Alexander Chee, Author

Alexander Chee is the best-selling author of the novels The Queen of the Night and Edinburgh. His essay collection How to Write an Autobiographical Novel made Entertainment Weekly’s list of the top nonfiction books of the past decade, and Rebecca Solnit selected the essay, “The Autobiography of My Novel,” for inclusion in The Best American Essays 2019. Chee is a contributing editor at The New Republic and an editor at large at the Virginia Quarterly Review. His work has appeared in The Best American Essays 2016, the New York Times Magazine, Slate, Guernica, and Tin House, among others. He is an associate professor of English at Dartmouth College.

Antioch University’s MFA community was fortunate to have Alexander Chee as a guest at our December 2019 residency. In his fiction seminar, Chee applied his “point of telling” frame to James Baldwin’s masterpiece, Go Tell It on the Mountain. While examining the structure of the novel through Baldwin’s point-of-view choices, Chee drew upon other famous literary works and even mentioned the pivotal deaths in The Great Gatsby and Moby-Dick.

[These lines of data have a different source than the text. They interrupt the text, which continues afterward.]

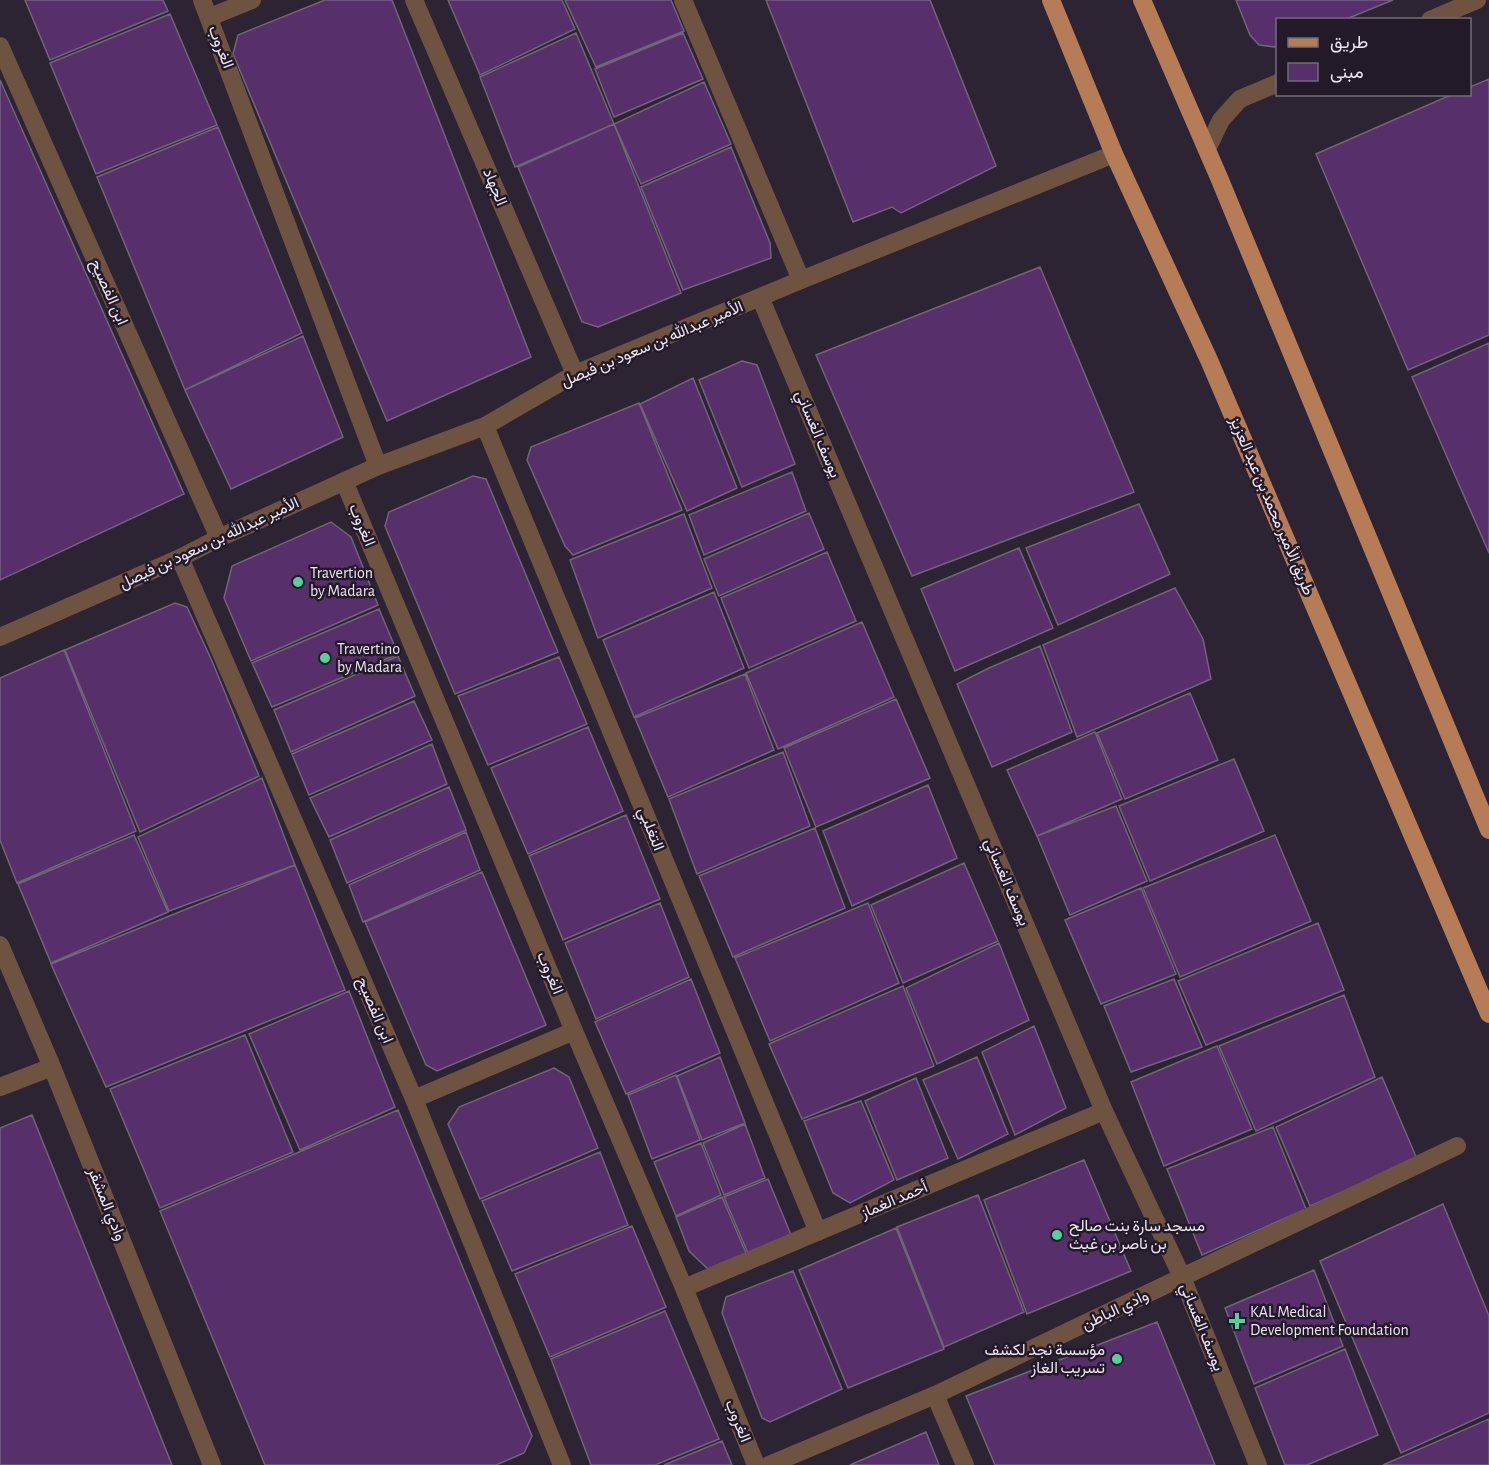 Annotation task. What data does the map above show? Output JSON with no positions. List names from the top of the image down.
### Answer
{
  "streets": {
    "main road": ["طريق الأمير محمد بن عبد العزيز"],
    "street": [
      "الغروب",
      "الجهاد",
      "ابن الفصيح",
      "الأمير عبدالله بن سعود بن فيصل",
      "يوسف الغساني",
      "التغلبي",
      "أحمد الغماز",
      "وادي المشقر",
      "وادي الباطن"
    ]
  },
  "crossings": [
    ["الغروب", "الأمير عبدالله بن سعود بن فيصل"],
    ["الغروب", "أحمد الغماز"],
    ["الجهاد", "الأمير عبدالله بن سعود بن فيصل"],
    ["ابن الفصيح", "الأمير عبدالله بن سعود بن فيصل"],
    ["الأمير عبدالله بن سعود بن فيصل", "يوسف الغساني"],
    ["الأمير عبدالله بن سعود بن فيصل", "طريق الأمير محمد بن عبد العزيز"],
    ["الأمير عبدالله بن سعود بن فيصل", "التغلبي"],
    ["يوسف الغساني", "أحمد الغماز"],
    ["يوسف الغساني", "وادي الباطن"],
    ["التغلبي", "أحمد الغماز"]
  ],
  "places": {
    "other": [
      "Travertion by Madara",
      "Travertino by Madara",
      "مسجد سارة بنت صالح بن ناصر بن غيث",
      "مؤسسة نجد لكشف تسريب الغاز"
    ],
    "health": ["KAL Medical Development Foundation"]
  },
  "legend": ["طريق", "مبنى"]
}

To audience cries of, “Spoiler alert!” Chee joked, “If you haven’t read these books, I’m sorry, I don’t know how to help you.”

The same holds true for Chee’s work: If you’re a writer and you haven’t read his novels or essays, I don’t know how to help you either. On a rainy LA evening, over gin drinks in his hotel bar, Alexander Chee and I discussed, among other topics, the novel he teaches the most, the difference between basic and narrative description, and what writers should never do to their agents.

Michael Sellar: You write about your own MFA experience at the Iowa Writers’ Workshop in your essay collection—in particular, the workshops led by Deborah Eisenberg. How do you run your own workshops?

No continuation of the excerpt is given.